Eco-optimal Shakespeare

As our thumbnails hint at, one further leading trope of many of the G4G papers was the Anthropocene ethos of maximal extraction towards human and non-human resources in the pursuit of unlimited economic growth and privatized profit. It is arguably the root cause of the climate emergency. Its counterforce is a commitment to rebalancing human-dominated interests with more environmentally sustainable investments and more-than-human cultural paradigms.

We might call this emerging ethic eco-optimality. Its approach to dealing with human and animal others is relational and co-transformative, rather than unidirectional and exploitative. Because it is mutually respectful, eco-optimality reinscribes positive cultural and practical boundaries on human uses of animals and the environment. Through both creative representation and material practices, it stages more equitable redistribution of the Earth’s bounty in order to substantiate universal rights to food, housing, and health security.
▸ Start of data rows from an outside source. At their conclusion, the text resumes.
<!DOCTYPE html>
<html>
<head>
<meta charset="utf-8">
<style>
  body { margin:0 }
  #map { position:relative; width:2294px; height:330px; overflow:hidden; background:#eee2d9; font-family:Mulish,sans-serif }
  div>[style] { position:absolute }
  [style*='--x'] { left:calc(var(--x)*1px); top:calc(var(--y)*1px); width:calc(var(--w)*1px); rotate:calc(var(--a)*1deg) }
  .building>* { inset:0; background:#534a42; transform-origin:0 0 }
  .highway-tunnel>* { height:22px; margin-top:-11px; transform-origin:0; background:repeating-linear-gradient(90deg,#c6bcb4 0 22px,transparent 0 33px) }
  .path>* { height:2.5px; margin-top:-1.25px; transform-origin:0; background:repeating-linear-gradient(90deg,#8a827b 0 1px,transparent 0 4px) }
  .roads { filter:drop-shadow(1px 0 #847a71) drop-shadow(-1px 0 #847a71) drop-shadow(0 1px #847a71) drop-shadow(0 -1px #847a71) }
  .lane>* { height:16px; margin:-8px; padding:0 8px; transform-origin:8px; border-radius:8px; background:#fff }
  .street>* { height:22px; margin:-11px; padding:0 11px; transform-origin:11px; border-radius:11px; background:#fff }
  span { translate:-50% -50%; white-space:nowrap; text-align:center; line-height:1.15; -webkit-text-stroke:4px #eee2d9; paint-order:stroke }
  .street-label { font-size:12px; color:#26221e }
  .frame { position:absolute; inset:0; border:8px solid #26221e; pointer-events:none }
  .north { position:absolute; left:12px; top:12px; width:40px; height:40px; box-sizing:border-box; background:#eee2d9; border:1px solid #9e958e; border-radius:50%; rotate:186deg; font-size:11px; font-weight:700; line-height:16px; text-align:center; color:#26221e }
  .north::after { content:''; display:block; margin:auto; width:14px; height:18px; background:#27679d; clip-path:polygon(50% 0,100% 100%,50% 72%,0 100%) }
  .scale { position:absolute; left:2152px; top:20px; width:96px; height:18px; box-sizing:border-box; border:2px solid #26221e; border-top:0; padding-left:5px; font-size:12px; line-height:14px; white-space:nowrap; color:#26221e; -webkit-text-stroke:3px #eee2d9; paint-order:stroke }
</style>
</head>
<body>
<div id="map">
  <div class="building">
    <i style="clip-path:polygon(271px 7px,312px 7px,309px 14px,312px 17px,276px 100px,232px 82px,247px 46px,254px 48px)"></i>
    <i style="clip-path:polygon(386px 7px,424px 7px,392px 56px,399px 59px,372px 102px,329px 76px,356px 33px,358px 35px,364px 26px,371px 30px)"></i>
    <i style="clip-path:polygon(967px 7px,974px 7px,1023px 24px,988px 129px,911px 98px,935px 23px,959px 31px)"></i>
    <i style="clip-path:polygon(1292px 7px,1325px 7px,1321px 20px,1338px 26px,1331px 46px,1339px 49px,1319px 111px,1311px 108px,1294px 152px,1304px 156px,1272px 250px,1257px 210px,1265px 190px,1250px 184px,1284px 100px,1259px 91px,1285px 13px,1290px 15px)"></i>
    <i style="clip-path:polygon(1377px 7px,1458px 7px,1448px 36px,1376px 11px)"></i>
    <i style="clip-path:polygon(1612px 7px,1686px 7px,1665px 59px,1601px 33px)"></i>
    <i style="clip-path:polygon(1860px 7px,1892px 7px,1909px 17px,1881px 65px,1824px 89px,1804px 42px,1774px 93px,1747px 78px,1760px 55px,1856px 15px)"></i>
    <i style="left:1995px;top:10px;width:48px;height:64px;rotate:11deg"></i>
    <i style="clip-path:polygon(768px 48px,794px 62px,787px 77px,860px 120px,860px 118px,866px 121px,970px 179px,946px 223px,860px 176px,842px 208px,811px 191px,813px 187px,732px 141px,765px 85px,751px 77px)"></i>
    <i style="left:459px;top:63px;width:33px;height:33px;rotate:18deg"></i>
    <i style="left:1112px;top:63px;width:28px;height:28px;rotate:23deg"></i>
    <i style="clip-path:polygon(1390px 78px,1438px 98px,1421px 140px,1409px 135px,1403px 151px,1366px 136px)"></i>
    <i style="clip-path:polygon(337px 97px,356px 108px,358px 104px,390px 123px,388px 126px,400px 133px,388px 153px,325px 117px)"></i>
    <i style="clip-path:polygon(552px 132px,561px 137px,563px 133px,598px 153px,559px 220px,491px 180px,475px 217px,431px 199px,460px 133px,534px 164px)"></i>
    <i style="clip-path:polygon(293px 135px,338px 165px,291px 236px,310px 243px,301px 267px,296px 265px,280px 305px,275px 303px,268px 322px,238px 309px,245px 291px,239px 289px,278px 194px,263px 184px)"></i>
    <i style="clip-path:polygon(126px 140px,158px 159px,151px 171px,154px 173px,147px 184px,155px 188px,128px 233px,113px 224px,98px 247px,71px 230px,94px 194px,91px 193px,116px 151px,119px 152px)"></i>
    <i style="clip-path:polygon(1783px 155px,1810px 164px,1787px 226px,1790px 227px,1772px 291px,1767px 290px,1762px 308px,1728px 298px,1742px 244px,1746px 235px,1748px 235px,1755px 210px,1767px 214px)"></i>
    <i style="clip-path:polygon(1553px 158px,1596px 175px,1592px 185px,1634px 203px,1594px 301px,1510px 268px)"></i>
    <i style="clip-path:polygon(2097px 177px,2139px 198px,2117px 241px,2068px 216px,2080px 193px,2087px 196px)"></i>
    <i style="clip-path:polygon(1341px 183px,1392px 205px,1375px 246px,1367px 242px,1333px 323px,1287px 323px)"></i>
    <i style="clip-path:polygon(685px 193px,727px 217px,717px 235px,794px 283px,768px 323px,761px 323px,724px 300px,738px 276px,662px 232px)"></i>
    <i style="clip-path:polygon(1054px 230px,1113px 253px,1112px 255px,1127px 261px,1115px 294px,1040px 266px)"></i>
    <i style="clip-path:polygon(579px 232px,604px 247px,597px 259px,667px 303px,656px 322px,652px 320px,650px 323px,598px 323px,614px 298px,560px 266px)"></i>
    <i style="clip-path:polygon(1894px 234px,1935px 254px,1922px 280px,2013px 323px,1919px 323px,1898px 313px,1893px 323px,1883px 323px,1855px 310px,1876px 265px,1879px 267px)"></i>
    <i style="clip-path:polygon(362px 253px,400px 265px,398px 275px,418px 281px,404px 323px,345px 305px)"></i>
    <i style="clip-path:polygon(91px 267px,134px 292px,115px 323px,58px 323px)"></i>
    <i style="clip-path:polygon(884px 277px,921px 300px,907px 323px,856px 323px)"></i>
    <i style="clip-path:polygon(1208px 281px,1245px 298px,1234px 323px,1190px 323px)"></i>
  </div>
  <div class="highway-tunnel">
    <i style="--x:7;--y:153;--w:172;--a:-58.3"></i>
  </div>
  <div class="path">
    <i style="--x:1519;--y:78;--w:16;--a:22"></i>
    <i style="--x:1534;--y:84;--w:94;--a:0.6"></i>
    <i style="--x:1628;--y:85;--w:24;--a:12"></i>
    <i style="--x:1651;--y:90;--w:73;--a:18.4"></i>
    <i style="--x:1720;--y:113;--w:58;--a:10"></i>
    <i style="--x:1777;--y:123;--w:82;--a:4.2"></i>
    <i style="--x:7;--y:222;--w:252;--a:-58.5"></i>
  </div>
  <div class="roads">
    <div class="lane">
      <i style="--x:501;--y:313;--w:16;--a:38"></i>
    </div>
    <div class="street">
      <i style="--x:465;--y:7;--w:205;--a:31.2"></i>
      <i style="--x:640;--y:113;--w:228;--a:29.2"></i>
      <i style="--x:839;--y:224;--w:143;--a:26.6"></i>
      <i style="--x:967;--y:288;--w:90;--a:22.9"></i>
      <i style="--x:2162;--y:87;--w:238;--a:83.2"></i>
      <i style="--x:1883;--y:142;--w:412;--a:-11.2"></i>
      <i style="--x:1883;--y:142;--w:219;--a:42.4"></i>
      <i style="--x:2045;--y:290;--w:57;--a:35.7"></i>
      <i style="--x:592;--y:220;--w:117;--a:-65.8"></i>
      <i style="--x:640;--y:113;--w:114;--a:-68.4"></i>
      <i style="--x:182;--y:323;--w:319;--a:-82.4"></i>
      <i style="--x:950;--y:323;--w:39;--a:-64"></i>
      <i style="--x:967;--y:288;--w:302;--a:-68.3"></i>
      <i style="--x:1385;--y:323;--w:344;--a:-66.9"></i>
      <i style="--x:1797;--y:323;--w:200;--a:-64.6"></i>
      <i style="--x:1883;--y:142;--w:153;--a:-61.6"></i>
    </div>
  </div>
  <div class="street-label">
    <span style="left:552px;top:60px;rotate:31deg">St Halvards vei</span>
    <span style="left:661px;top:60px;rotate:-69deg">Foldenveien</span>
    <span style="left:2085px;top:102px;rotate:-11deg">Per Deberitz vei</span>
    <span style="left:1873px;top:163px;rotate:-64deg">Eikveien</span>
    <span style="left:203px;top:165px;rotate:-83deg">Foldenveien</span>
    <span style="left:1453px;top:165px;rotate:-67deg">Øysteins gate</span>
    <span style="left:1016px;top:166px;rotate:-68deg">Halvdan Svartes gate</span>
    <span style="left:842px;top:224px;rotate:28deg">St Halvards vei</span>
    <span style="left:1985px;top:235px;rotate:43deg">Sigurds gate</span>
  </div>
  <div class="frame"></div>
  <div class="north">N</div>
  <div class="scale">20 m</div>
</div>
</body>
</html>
Eco-optimal Shakespeare also takes inspiration from collective, multilateral solutions to climate change and other environmental upheavals. It resituates and enmeshes Shakespeare in local design and performance to motivate community resilience towards both the predicted and unforeseen calamities of Anthropocene. And it animates this realistically hopeful solidarity, affectively and imaginatively, through contemporary adaptations of Shakespeare’s original plays.
 
The path-blazing intelligence and creativity of Globe 4 Globe’s practitioners and scholars affirmed the generative futures of eco-optimal Shakespeare. Their work will nonetheless continue to remain burdened with necessary sorrow for the planet we have violated and populations we have destroyed. This melancholy is just as emotionally valuable as dramatic representations of environmental hope. Eco-optimal Shakespeare steers clear of either eco-utopian or eco-catastrophic Shakespeare, aiming for a phenomenally inclusive ethos of life-changing performance.